*** SOURCE DATA Section Begins ***

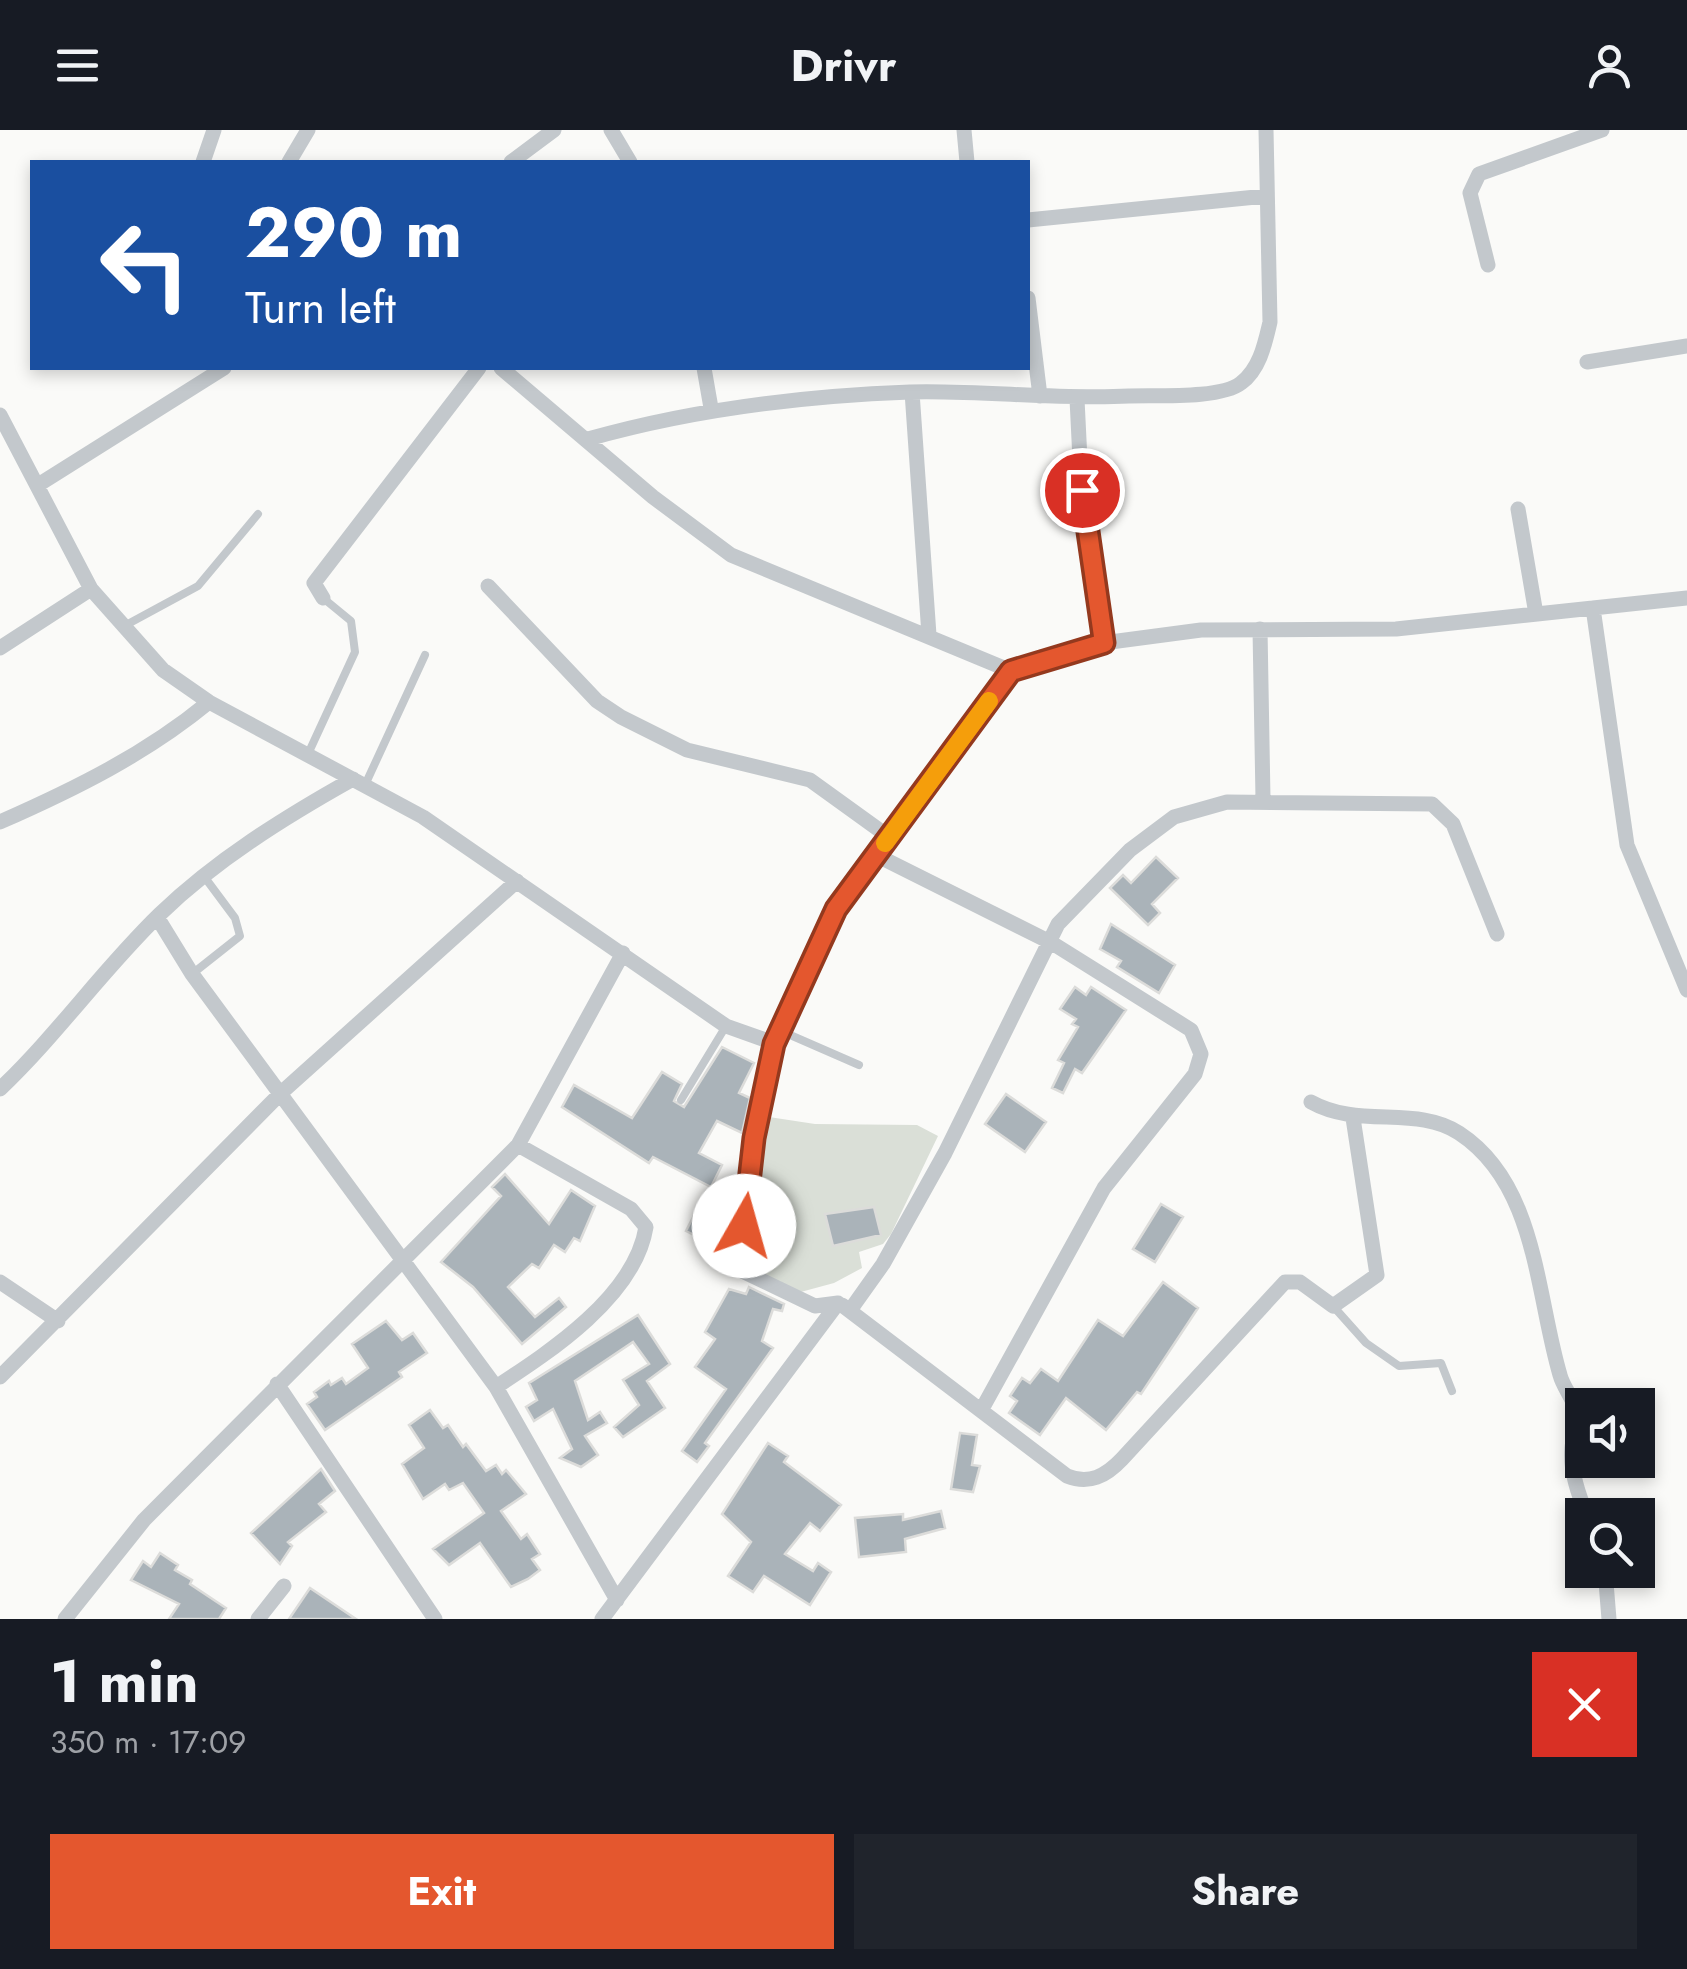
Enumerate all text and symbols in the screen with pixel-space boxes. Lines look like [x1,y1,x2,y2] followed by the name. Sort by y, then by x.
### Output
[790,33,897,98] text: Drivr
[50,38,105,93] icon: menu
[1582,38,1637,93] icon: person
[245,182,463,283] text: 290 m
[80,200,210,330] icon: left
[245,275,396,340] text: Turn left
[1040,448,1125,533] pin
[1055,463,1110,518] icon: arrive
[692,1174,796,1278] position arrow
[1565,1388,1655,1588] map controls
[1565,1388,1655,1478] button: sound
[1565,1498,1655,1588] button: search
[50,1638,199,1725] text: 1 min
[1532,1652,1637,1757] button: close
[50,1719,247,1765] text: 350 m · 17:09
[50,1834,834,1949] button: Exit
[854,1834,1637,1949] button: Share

*** SOURCE DATA Section Ends ***

> TASK REQUIREMENTS: Give every record again without changing a word. Exclude the pictures.

> REPLY:
Enumerate all text and symbols in the screen with pixel-space boxes. Lines look like [x1,y1,x2,y2] followed by the name. Sort by y, then by x.
### Output
[790,33,897,98] text: Drivr
[50,38,105,93] icon: menu
[1582,38,1637,93] icon: person
[245,182,463,283] text: 290 m
[80,200,210,330] icon: left
[245,275,396,340] text: Turn left
[1040,448,1125,533] pin
[1055,463,1110,518] icon: arrive
[692,1174,796,1278] position arrow
[1565,1388,1655,1588] map controls
[1565,1388,1655,1478] button: sound
[1565,1498,1655,1588] button: search
[50,1638,199,1725] text: 1 min
[1532,1652,1637,1757] button: close
[50,1719,247,1765] text: 350 m · 17:09
[50,1834,834,1949] button: Exit
[854,1834,1637,1949] button: Share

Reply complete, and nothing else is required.